Protest erreicht Religion

In Frankreich häuft sich der Vandalismus in und um Kirchen

Die Franzosen kultivieren ihren Protest. Der macht teils auch vor heiligen Orten nicht mehr halt. Verstreute Hostien, zerschossene Fenster, Schmierereien und gestürzte Grabsteine: Angriffe auf Kirchen häufen sich.
Auch die Notre Dame Kirche in Dijon wurde Opfer von Vandalismus.

Notre-Dame in Dijon gilt als die schönste Kirche Burgunds aus dem 13. Jahrhundert. Am Samstagmorgen drang ein Unbekannter in die Pfarrkirche ein, verstreute Hostien um den Hauptaltar und verwüstete den Chorraum. Der Vorfall reiht sich ein in eine wachsende Zahl von Vandalenakten in französischen Kirchen. Allein in der vergangenen Woche wurden laut Bericht Gotteshäuser in Nîmes, Lavaur und Houilles Ziel von Übergriffen.

Brandspuren und Schusslöcher

Brandspuren auf dem Altar, Einschusslöcher in Kirchenfenstern, Raub von liturgischen Gefässen samt den darin aufbewahrten Hostien. Alle paar Tage ein neuer Fall von Vandalismus. Die Kirche von Houilles war zuletzt gleich dreimal hintereinander Ziel von Übergriffen. Ein Teil des Kreuzes wurde abgebrochen sowie eine Marienstatue und der Altarraum beschädigt.
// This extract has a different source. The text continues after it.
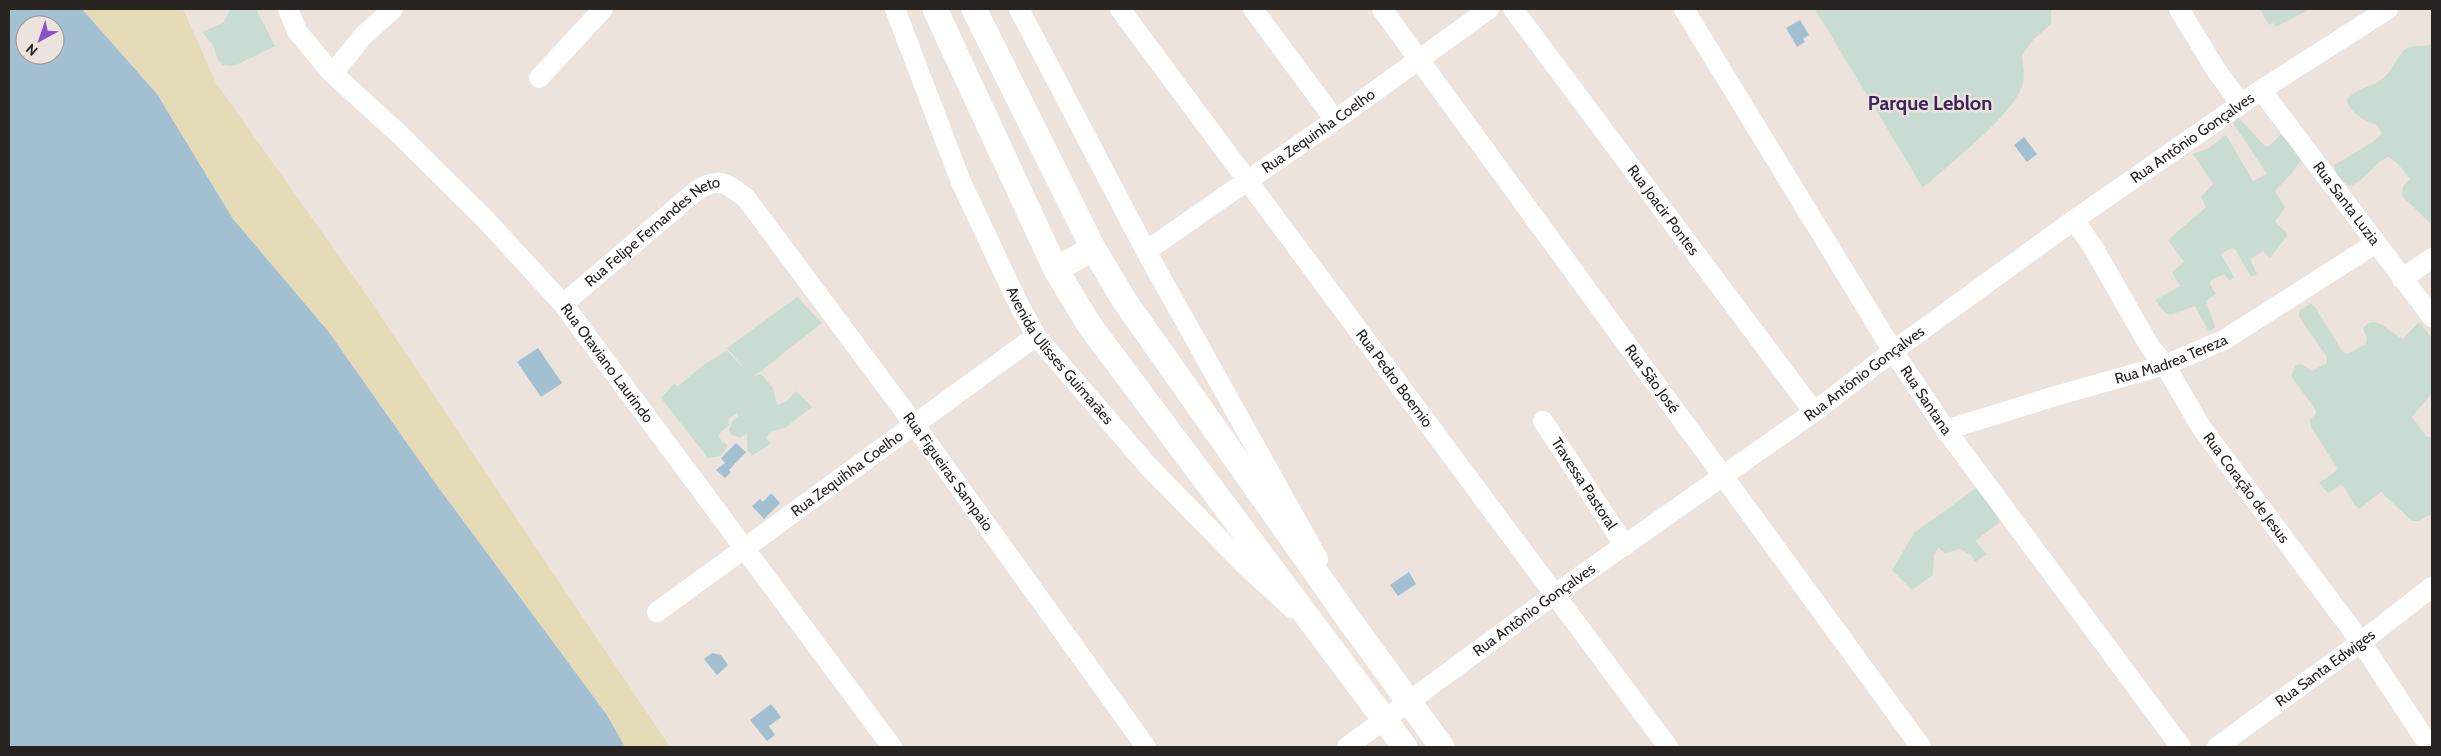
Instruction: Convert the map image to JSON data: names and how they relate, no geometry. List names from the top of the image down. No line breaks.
{"streets":{"main road":["Avenida Ulisses Guimarães"],"street":["Rua Zequinha Coelho","Rua Antônio Gonçalves","Rua Santa Luzia","Rua Joacir Pontes","Rua Felipe Fernandes Neto","Rua Madrea Tereza","Rua Otaviano Laurindo","Rua São José","Rua Pedro Boemio","Rua Santana","Rua Figueiras Sampaio","Rua Zequihha Coelho","Travessa Pastoral","Rua Coração de Jesus","Rua Santa Edwiges"]},"crossings":[["Rua Zequinha Coelho","Rua São José"],["Rua Zequinha Coelho","Rua Pedro Boemio"],["Rua Antônio Gonçalves","Rua Santa Luzia"],["Rua Antônio Gonçalves","Rua Joacir Pontes"],["Rua Antônio Gonçalves","Avenida Ulisses Guimarães"],["Rua Antônio Gonçalves","Rua São José"],["Rua Antônio Gonçalves","Rua Pedro Boemio"],["Rua Antônio Gonçalves","Rua Santana"],["Rua Antônio Gonçalves","Travessa Pastoral"],["Rua Antônio Gonçalves","Rua Coração de Jesus"],["Rua Santa Luzia","Rua Madrea Tereza"],["Rua Felipe Fernandes Neto","Rua Otaviano Laurindo"],["Rua Felipe Fernandes Neto","Rua Figueiras Sampaio"],["Avenida Ulisses Guimarães","Rua Zequihha Coelho"],["Rua Madrea Tereza","Rua Santana"],["Rua Madrea Tereza","Rua Coração de Jesus"],["Rua Otaviano Laurindo","Rua Zequihha Coelho"],["Rua Figueiras Sampaio","Rua Zequihha Coelho"],["Rua Coração de Jesus","Rua Santa Edwiges"]],"districts":["Parque Leblon"],"north":"bottom left"}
Auch die grossen Bischofskirchen werden nicht verschont. 2013 wurden binnen weniger Tage die gotischen Kathedralen von Limoges und Nantes mit Parolen beschmiert und geschändet. Obszöne Schmierereien, Hitler-Bärte und andere Nazi-Embleme, Teufelssymbole wie die Zahl «666» auf einem Altar. Auf das Hauptportal von Limoges aus dem 13. Jahrhundert schmierten Linksradikale die Worte «Kirchenrecht = Scharia».

Laut Zahlen des Innenministeriums, welche die Zeitung «Figaro» am Dienstag zitierte, sind katholische Kirchen besonders oft Ziel von Verwüstungen. 2017 entfielen demnach von insgesamt 978 Vorfällen an Kultusorten 878 auf christliche Einrichtungen.

Sehr unterschiedliche Motive

Die Motive all dieser Taten sind denkbar verschieden: Übermut, Frust, Drogenkonsum, Hass oder Habgier. Doch allen ist eines gemeinsam: wachsende Gleichgültigkeit gegenüber den religiösen Gefühlen der anderen. Ist das eine Folge der französischen Übung des Laizismus, der traditionellen revolutionären Bereitschaft, seinen Überzeugungen auch handgreiflich Ausdruck zu verleihen? Der Verdunstung religiöser Bindungen? Rache für kirchliche Missbrauchsskandale? Oder tatsächlich eine gesellschaftliche Radikalisierung?

Bei vielen ist es wohl schlichte Lust am Politisieren und Zerstören. An die Pariser Kirche Sacré-Cœur wurde 2014 «Fuck tourism» gesprüht – eine klare Botschaft an Millionen Besucher jährlich.

Doch eine der Schmierereien lässt darauf deuten, dass sich die Täter auch politisch ganz bewusst die französische Nationalbasilika ausgesucht hatten: «Lang lebe die Kommune», jener blutige linke Volksaufstand 1871, der seinen Ausgang auf dem Montmartre nahm. In Zeiten von sozialer Krise, Strassensperren und Gelbwesten ist Fundamentalprotest gegen das Establishment «en vogue».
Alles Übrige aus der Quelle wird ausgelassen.